_Supplied material_.
____

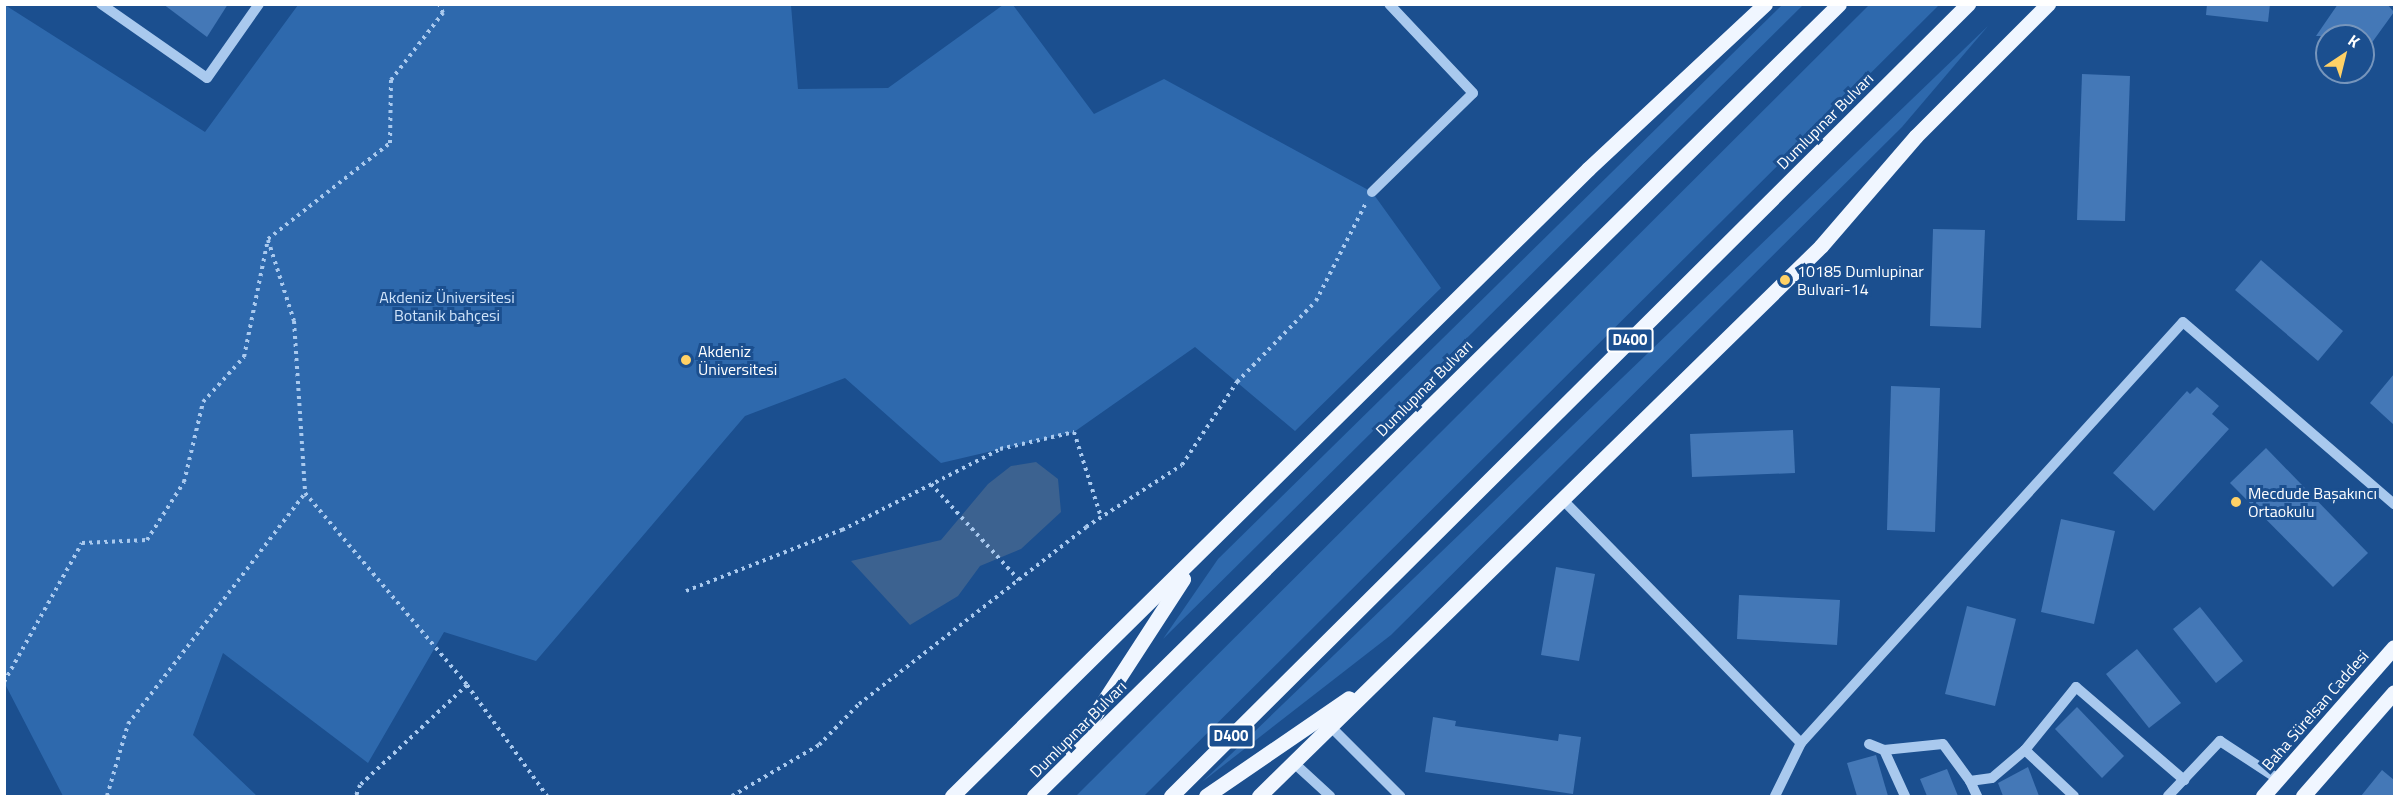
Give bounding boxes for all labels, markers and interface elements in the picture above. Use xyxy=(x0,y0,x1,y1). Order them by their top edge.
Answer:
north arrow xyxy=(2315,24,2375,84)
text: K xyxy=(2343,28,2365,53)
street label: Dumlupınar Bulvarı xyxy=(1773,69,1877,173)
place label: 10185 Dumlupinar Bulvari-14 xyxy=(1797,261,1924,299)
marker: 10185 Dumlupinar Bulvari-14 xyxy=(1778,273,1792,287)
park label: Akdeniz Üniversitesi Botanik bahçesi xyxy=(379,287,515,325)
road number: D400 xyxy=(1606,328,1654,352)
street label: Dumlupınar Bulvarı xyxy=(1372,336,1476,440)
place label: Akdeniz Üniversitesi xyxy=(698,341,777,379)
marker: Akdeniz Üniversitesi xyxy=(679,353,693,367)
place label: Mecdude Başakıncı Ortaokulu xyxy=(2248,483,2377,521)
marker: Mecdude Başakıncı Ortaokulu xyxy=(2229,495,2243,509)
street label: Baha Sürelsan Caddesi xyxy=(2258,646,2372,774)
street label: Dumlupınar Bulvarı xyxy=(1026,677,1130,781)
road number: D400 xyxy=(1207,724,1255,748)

____

_The task_.
Output all of the data above exactly; no pictures should appear.

_Output of the task_.
Give bounding boxes for all labels, markers and interface elements in the picture above. Use xyxy=(x0,y0,x1,y1). Order them by their top edge.
Answer:
north arrow xyxy=(2315,24,2375,84)
text: K xyxy=(2343,28,2365,53)
street label: Dumlupınar Bulvarı xyxy=(1773,69,1877,173)
place label: 10185 Dumlupinar Bulvari-14 xyxy=(1797,261,1924,299)
marker: 10185 Dumlupinar Bulvari-14 xyxy=(1778,273,1792,287)
park label: Akdeniz Üniversitesi Botanik bahçesi xyxy=(379,287,515,325)
road number: D400 xyxy=(1606,328,1654,352)
street label: Dumlupınar Bulvarı xyxy=(1372,336,1476,440)
place label: Akdeniz Üniversitesi xyxy=(698,341,777,379)
marker: Akdeniz Üniversitesi xyxy=(679,353,693,367)
place label: Mecdude Başakıncı Ortaokulu xyxy=(2248,483,2377,521)
marker: Mecdude Başakıncı Ortaokulu xyxy=(2229,495,2243,509)
street label: Baha Sürelsan Caddesi xyxy=(2258,646,2372,774)
street label: Dumlupınar Bulvarı xyxy=(1026,677,1130,781)
road number: D400 xyxy=(1207,724,1255,748)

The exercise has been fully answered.